It was a summer afternoon when Melanie and her mother entered my examining room. The young lady was clearly upset. “What’s the problem?” I asked.
“You tell him, Mom,” she retorted. I couldn’t help but thing this 15-year-old is undoubtedly willing to state her mind on curfew, dating and telephone rights, but she demands that her mother tell me why she is here.
“Well, doctor,” the mother began. “Melanie has a large red plaque on her chest and more red itchy ones are coming out all over her upper body. She is so distressed that she will not go to the beach for fear that someone will see them! We’ve simply got to do something about it, right away!”
From the high tension of emotion in the air one might have thought we were going to have to manage a case of leprosy or some other desperate problem. Cautiously Melanie showed me the offending lesions that were keeping her skin hidden from society. With a sigh of relief I told them that the frustrated teen had Pityriasis Rosea. I quickly followed this with an explanation.
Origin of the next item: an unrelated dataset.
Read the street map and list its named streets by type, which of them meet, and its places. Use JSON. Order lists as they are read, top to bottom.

Pityriasis Rosea is a relatively common skin condition that is seen most frequently in children and young adults. Its cause is unknown. Investigators have tried to implicate a virus as the causative agent, but none has been identified. Patients with this condition are not isolated because there is no clinical evidence of immediate contagious spread.
Although textbooks describe a period of not feeling well prior to the eruption of the rash, those symptoms are not commonly encountered in a practice setting. The patient usually appears with the patchy, red, itchy, scaly rash predominantly on the trunk, but minus any other symptoms. The patient will usually state that the rash started as a single ½ to 2-inch patch on the body. Then, after several days, the other lesions begin appearing. This first lesion is referred to as “the herald spot”.
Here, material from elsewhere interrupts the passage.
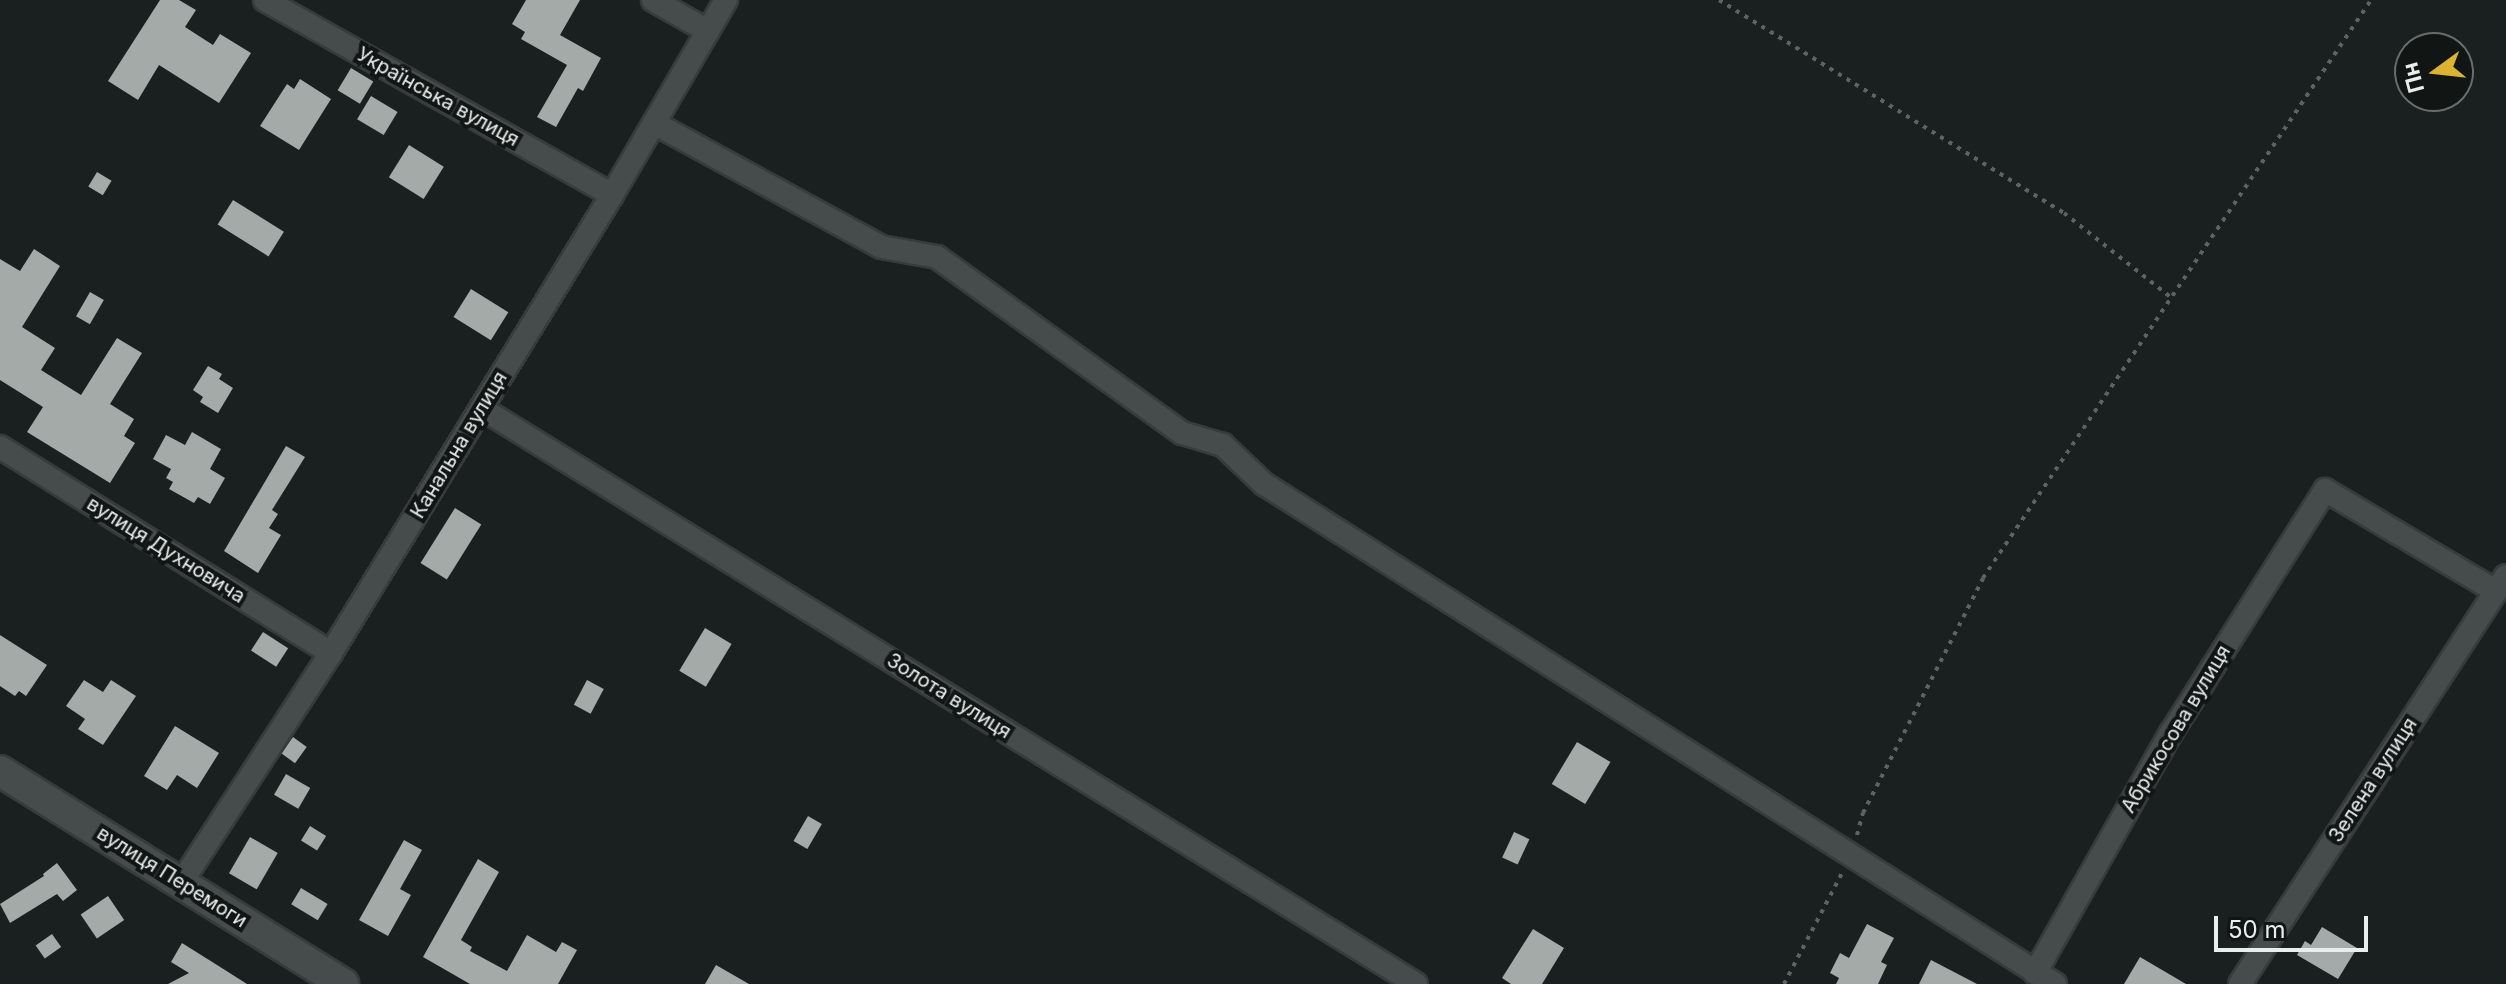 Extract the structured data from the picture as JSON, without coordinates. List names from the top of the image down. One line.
{"streets":{"street":["Українська вулиця","Канальна вулиця","вулиця Духновича","Золота вулиця","Абрикосова вулиця","Зелена вулиця","вулиця Перемоги"]},"crossings":[["Українська вулиця","Канальна вулиця"],["Канальна вулиця","вулиця Духновича"],["Канальна вулиця","Золота вулиця"],["Канальна вулиця","вулиця Перемоги"],["Абрикосова вулиця","Зелена вулиця"]],"scale_bar":"50 m","north":"left"}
The patches are distributed primarily on the chest but are frequently seen on other areas of the body. The itching is usually mild-to-moderate, but very rarely severe. There are no generalized or systemic symptoms. Fortunately, complications or long-term effects are not seen in these patients.
The condition can be divided into three phases: 1) 2-to-6 weeks of increasing rash. 2) 2-to-6 weeks of the lesions remaining fairly constant and 3) 2-to-6 weeks of the eruptions gradually fading. In some patients the lesions leave either a de-pigmentation or increased pigmented appearance in the skin that persists for several weeks. The condition usually does not recur.
The treatment is limited to control of the itching using either topical preparations or oral antihistamines. The main problem to the patient is the appearance of the skin. Teenagers usually do not tolerate such eruptions and refuse to go out in public if the lesions are visible at all. Often parents forget this and are not aware of their child’s emotional needs. An understanding parent can go a long way toward making this disease tolerable for the young adult.
After this lengthy but necessarily detailed explanation Melanie suddenly burst into tears. “I can’t wait for them to go away! I have too many things to do!” The mother turned to me and pleaded, “What can we do? This will make her very sad and limit her social life at a very critical age.”
My last three patients were a child with severe ADHD, a teen with chronic asthma and a child with cerebral palsy. Pityriasis Rosea was, of course, minor compared to these life-altering conditions. Nevertheless, the last thing Melanie wanted to hear was ”It could be worse.” I looked directly at the teen and said, “It will go away very quickly without scars or after-effects.”
Now, addressing the mother, I gave her this sensible advice. “Understand that this is a self-limiting condition. When it is gone the skin is normal. Buy her some stylish T-shirts and let her adjust to this temporary problem. Parents cannot always fix everything. Growing up is adjusting to your own problem--by yourself.”